Northern Ireland's police chief has accused loyalist paramilitaries of using women and children as human shields to frustrate efforts to demolish a contentious bonfire.
Simon Byrne condemned what he called a "cynical ploy" by the east Belfast Ulster Volunteer Force (UVF), acknowledging it was a factor in the PSNI's decision not to move against bonfire builders.
Mr Byrne was referring to ad hoc events during the four-day stand-off over a bonfire built in the car park of Avoniel Leisure Centre. They included a party with bouncy castles at the car park entrance and a rally where local women formed a human chain around the bonfire.
The wrangle ended on Thursday. Belfast City Council abandoned an attempt to remove the bonfire when hired private contractors pulled out after menacing graffiti threats were daubed on walls near the site purporting to identify them.
Loyalists manned the site 24 hours a day during the impasse, barricading the gates several times in anticipation of police moving in. At a press briefing on Saturday, Mr Byrne rejected any suggestion the names of contractors were leaked from within the police, insisting there were "no facts" to support such a contention.
It has emerged that police were poised to deploy twice to escort contractors to the site - overnight on both Tuesday and Wednesday - but the plans were aborted at short notice because contractors pulled out each time.
Mr Byrne was challenged on the police's handling of the issue as he fielded media questions at PSNI headquarters.
He denied the service had been faced down by the UVF, insisting he would not tolerate the organisation. "We have not walked away from this at all," he said. He added: "Frankly what we saw the other day was a considered and cynical attempt to put us, the PSNI, into a dispute between communities.
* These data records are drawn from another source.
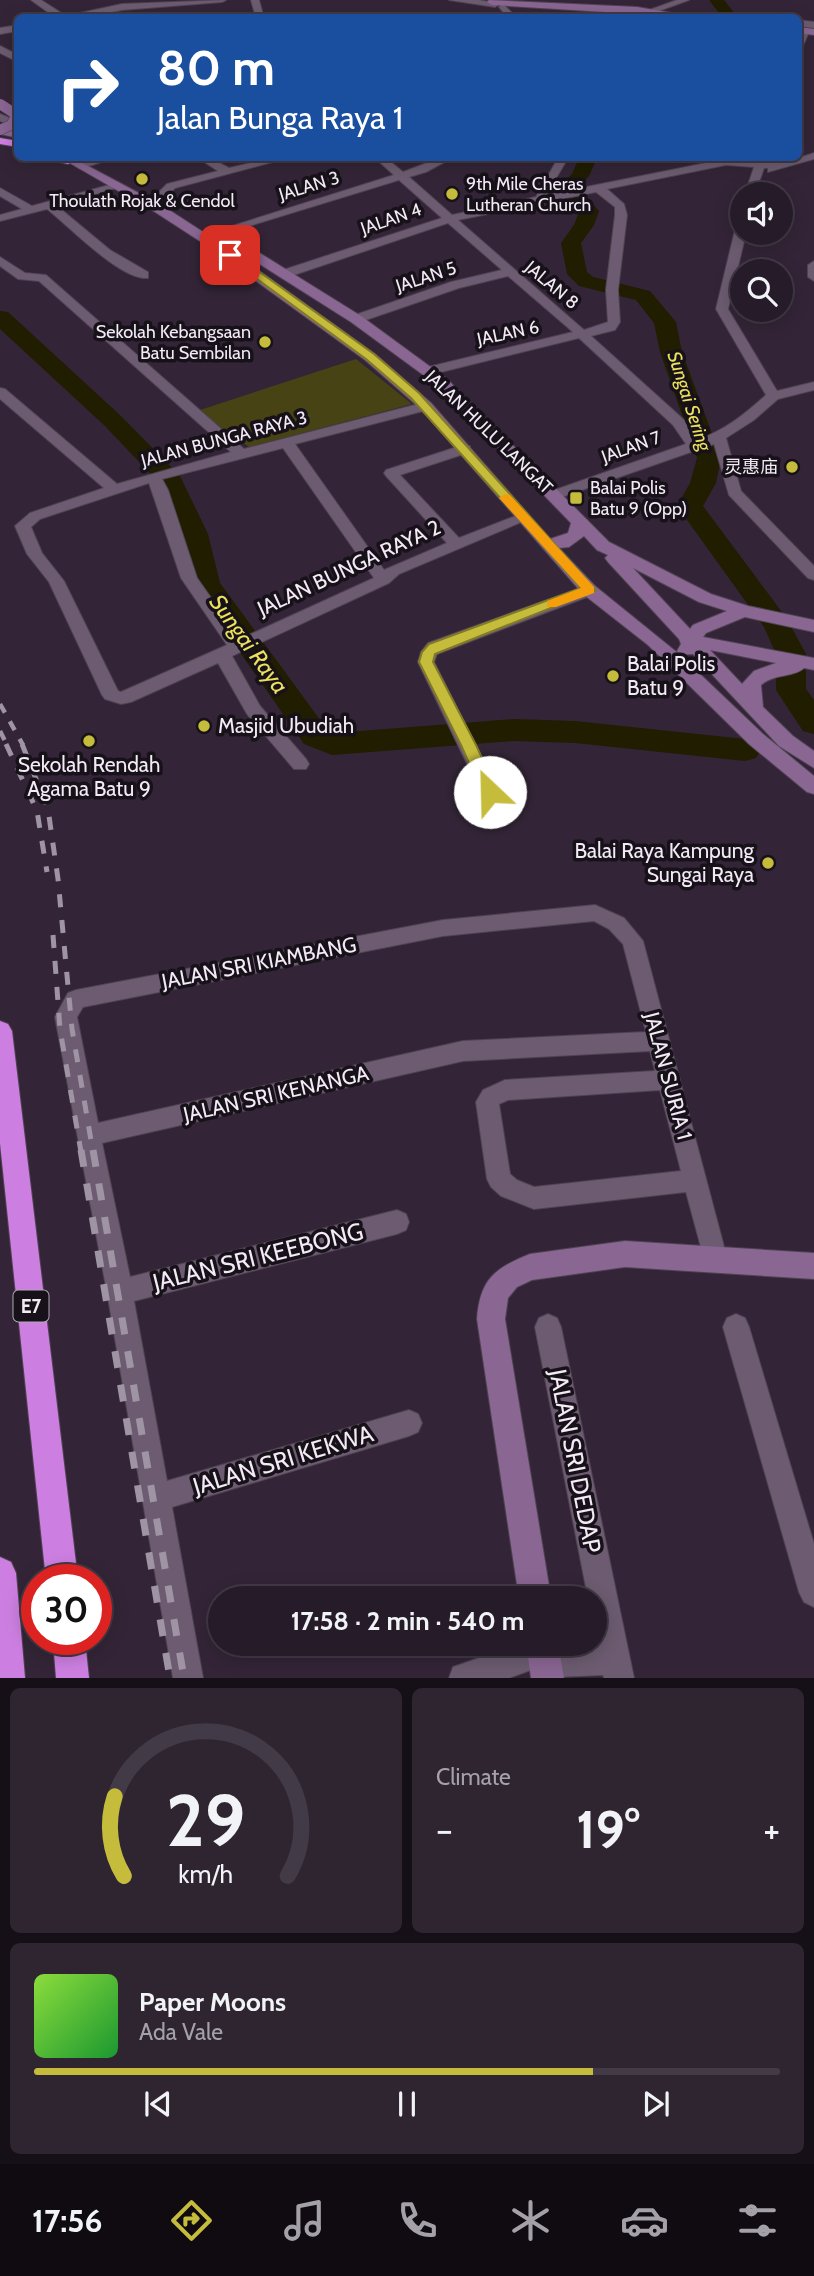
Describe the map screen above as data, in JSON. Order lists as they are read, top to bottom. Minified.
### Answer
{"streets":{"highway":["E7"],"main road":["JALAN HULU LANGAT"],"street":["JALAN 3","JALAN 4","JALAN 5","JALAN 8","JALAN 6","JALAN BUNGA RAYA 3","JALAN 7","JALAN BUNGA RAYA 2","JALAN SRI KIAMBANG","JALAN SURIA 1","JALAN SRI KENANGA","JALAN SRI KEEBONG","JALAN SRI KEKWA","JALAN SRI DEDAP"]},"crossings":[["JALAN 3","JALAN 8"],["JALAN 3","JALAN HULU LANGAT"],["JALAN 4","JALAN 8"],["JALAN 4","JALAN 6"],["JALAN 4","JALAN HULU LANGAT"],["JALAN 5","JALAN 8"],["JALAN 5","JALAN HULU LANGAT"],["JALAN 8","JALAN 6"],["JALAN 8","JALAN 7"],["JALAN 6","JALAN HULU LANGAT"],["JALAN HULU LANGAT","JALAN 7"],["JALAN BUNGA RAYA 3","JALAN BUNGA RAYA 2"],["JALAN SRI KIAMBANG","JALAN SURIA 1"],["JALAN SRI KIAMBANG","JALAN SRI KENANGA"],["JALAN SURIA 1","JALAN SRI KENANGA"]],"water":["Sungai Sering","Sungai Raya"],"places":{"other":["Thoulath Rojak & Cendol","9th Mile Cheras Lutheran Church","Sekolah Kebangsaan Batu Sembilan","灵惠庙","Balai Polis Batu 9","Masjid Ubudiah","Sekolah Rendah Agama Batu 9","Balai Raya Kampung Sungai Raya"],"transit":["Balai Polis Batu 9 (Opp)"]},"page":{"turn":["80 m","Jalan Bunga Raya 1"],"limit":"30","trip":"17:58 · 2 min · 540 m","tile":"Climate","heat":["−","19°","+"],"song":["Paper Moons","Ada Vale"],"tabs":"17:56","gauge":["29","km/h"]}}
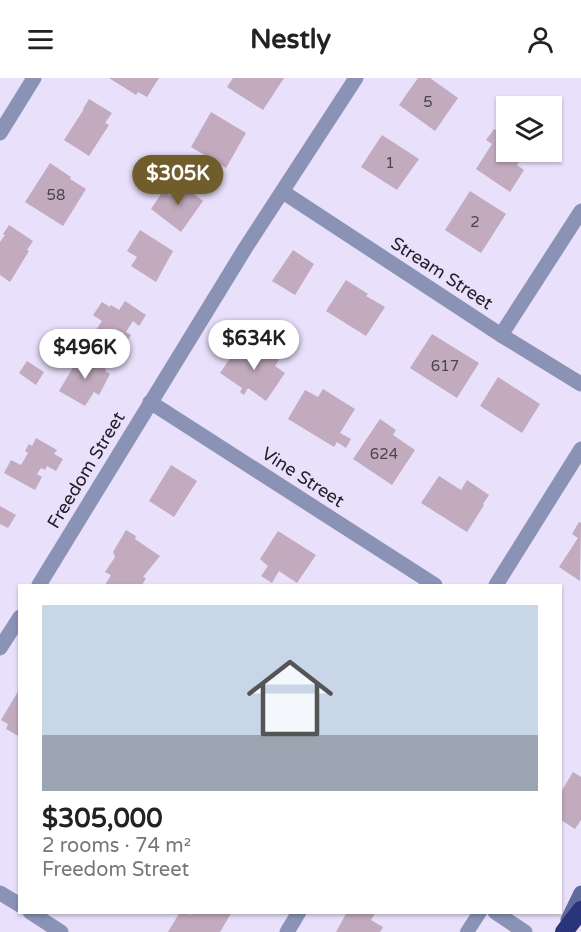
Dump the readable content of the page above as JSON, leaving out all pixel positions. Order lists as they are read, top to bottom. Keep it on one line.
{"streets":{"street":["Stream Street","Freedom Street","Vine Street"]},"crossings":[["Stream Street","Freedom Street"],["Freedom Street","Vine Street"]],"house_numbers":["5","1","58","2","617","624"],"page":{"header":"Nestly","price":["$305K","$634K","$496K"],"list":[{"name":"$305,000","note":"2 rooms · 74 m² · Freedom Street"}]}}
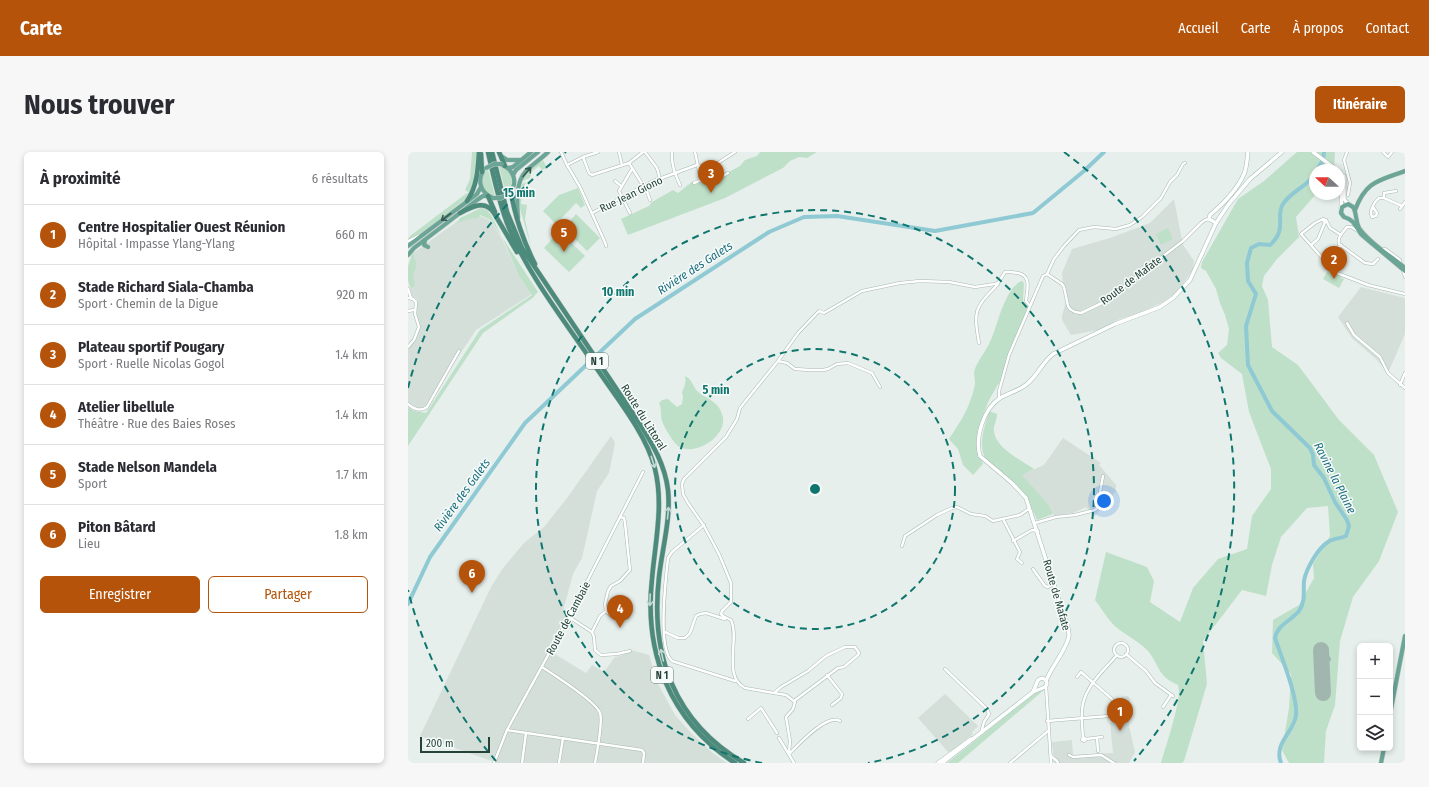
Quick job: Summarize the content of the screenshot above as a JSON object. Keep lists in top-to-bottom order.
{
  "streets": {
    "highway": ["N 1", "Route du Littoral"],
    "main road": ["Route de Mafate"],
    "street": ["Rue Jean Giono", "Route de Cambaie"]
  },
  "water": ["Rivière des Galets", "Ravine la Plaine"],
  "scale_bar": "200 m",
  "north": "left",
  "page": {
    "header": "Carte",
    "nav": [
      "Accueil",
      "Carte",
      "À propos",
      "Contact"
    ],
    "buttons": [
      "Itinéraire",
      ["Enregistrer", "Partager"]
    ],
    "title": "Nous trouver",
    "heading": ["À proximité", "6 résultats"],
    "pins": [
      "3",
      "5",
      "2",
      "6",
      "4",
      "1"
    ],
    "list": [
      {
        "mark": "1",
        "name": "Centre Hospitalier Ouest Réunion",
        "note": "Hôpital · Impasse Ylang-Ylang",
        "value": "660 m"
      },
      {
        "mark": "2",
        "name": "Stade Richard Siala-Chamba",
        "note": "Sport · Chemin de la Digue",
        "value": "920 m"
      },
      {
        "mark": "3",
        "name": "Plateau sportif Pougary",
        "note": "Sport · Ruelle Nicolas Gogol",
        "value": "1.4 km"
      },
      {
        "mark": "4",
        "name": "Atelier libellule",
        "note": "Théâtre · Rue des Baies Roses",
        "value": "1.4 km"
      },
      {
        "mark": "5",
        "name": "Stade Nelson Mandela",
        "note": "Sport",
        "value": "1.7 km"
      },
      {
        "mark": "6",
        "name": "Piton Bâtard",
        "note": "Lieu",
        "value": "1.8 km"
      }
    ],
    "map_buttons": ["+", "−"],
    "scale": "200 m"
  },
  "rings": ["15 min", "10 min", "5 min"]
}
If you think an organisation that is prepared to put women and children in front of a bonfire in the expectation we are going to appear in large numbers in Land-Rovers and go into that area and create chaos and mayhem, I think it was a really cynical ploy and I condemn it."
Asked if the presence of women and children was a factor in the decision not to move in, he replied: "Absolutely, because if you put yourselves not just in my shoes but the front-line commanders, were you going to storm that leisure centre in an aggressive way with women and children in front of you?
"It was a cynical ploy to put us off the scent."
A group for the bonfire builders - the East Belfast Cultural Collective - said it was "disappointed" by Mr Byrne's "ludicrous" remarks.